A market on the upswing
While the U.K.’s major costumers began developing Halloween-specific ranges as early as 1995/1996, the past three or four years have witnessed an unprecedented level of growth in the Halloween businesses of British manufacturers. To wit: Following a market test of Halloween costume products in two High Street retailers in 1999, Hertsfordshire-based paper goods company International Greetings signed a European distribution deal with U.S. Halloween supplier CSS Industries in 2000. Supplying a range of masks, vampire teeth, broomsticks and witches capes to six High Street retailers, International Greetings saw sales rise from US$185,000 in 1999 to more than US$1.4 million in 2000–an astounding 757% increase.
Established in 1991 following the merger of British toycos Cowan de Groot Toys and D. Dekker, Dekkertoys joined costume conglomerate César Group (which also owns U.S. costumer Disguise) in 1995 and began manufacturing Halloween-specific costumes and accessories for the U.K. market five years ago. Since then, managing director Clive Jones has noted an annual growth rate of 100% for Dekkertoys’ Halloween business and expects an even larger growth for 2002 with an expanded line of Halloween makeup and accessories.

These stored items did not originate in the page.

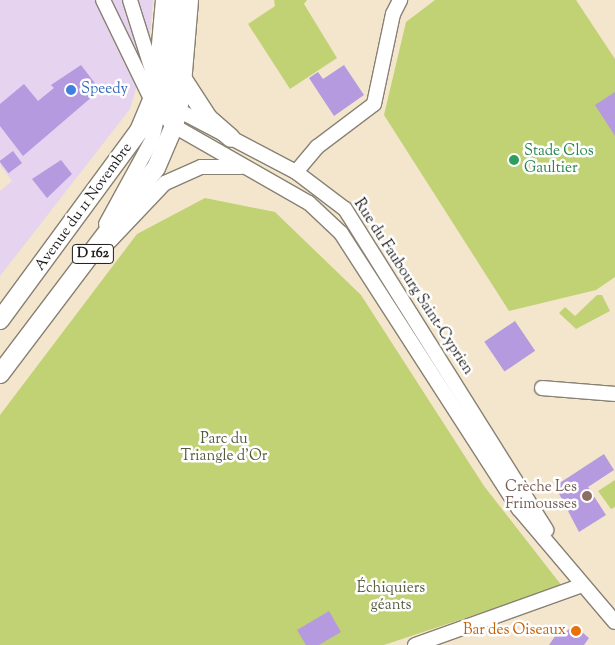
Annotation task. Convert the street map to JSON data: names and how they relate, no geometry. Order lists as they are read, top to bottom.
{
  "streets": {
    "main road": ["Avenue du 11 Novembre", "D 162"],
    "street": ["Rue du Faubourg Saint-Cyprien"]
  },
  "crossings": [
    ["Avenue du 11 Novembre", "D 162"],
    ["Avenue du 11 Novembre", "Rue du Faubourg Saint-Cyprien"],
    ["D 162", "Rue du Faubourg Saint-Cyprien"]
  ],
  "parks": ["Parc du Triangle d'Or", "Échiquiers géants"],
  "places": [
    "Speedy",
    "Stade Clos Gaultier",
    "Crèche Les Frimousses",
    "Bar des Oiseaux"
  ]
}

Rubie’s Masquerade, the U.K. branch of Rubie’s Costume, opened its Liverpool office/warehouse doors in 1996, adding an additional showroom in London’s northwest end in 1999. Rubie’s kids costume range is produced under three product banners–Rubie’s Licensed (current licenses include Harry Potter, Lord of the Rings, The Powerpuff Girls, Digimon and Superman); Rubie’s Halloween Concepts (generic vampires, skeletons, ghosts, pirates and witches); and Rubie’s Generic (kings, cowboys, pirates, astronauts, nurses and princesses). The company also produces year-round and Halloween-specific play accessories including capes, hats, masks and wigs. GM Chris Isitt estimates that Rubie’s Halloween business has doubled each year for the past four years, noting that Halloween accounted for 25% to 30% of the company’s overall business in 2001.
Checking out the retail landscape
The general consensus among industry observers is that Halloween began to gain ground (read: shelf space) in mass-market chains, department stores and major toy retailers around four or five years ago, with grocery chains and card shops quickly following suit. ‘Now everybody has a go at Halloween–even the news agents and confectionery stores,’ muses Isitt.
Such a diverse spectrum of retailers gives way to an equally diverse range of Halloween buying windows. While most of the majors plan for the next year’s stock 11 months out in November, manufacturers are still receiving retail orders as late as two days before the holiday. Also, Halloween’s sell-through window in the U.K. is considerably shorter than in the U.S., with most stores stocking for Halloween just two weeks ahead of the holiday.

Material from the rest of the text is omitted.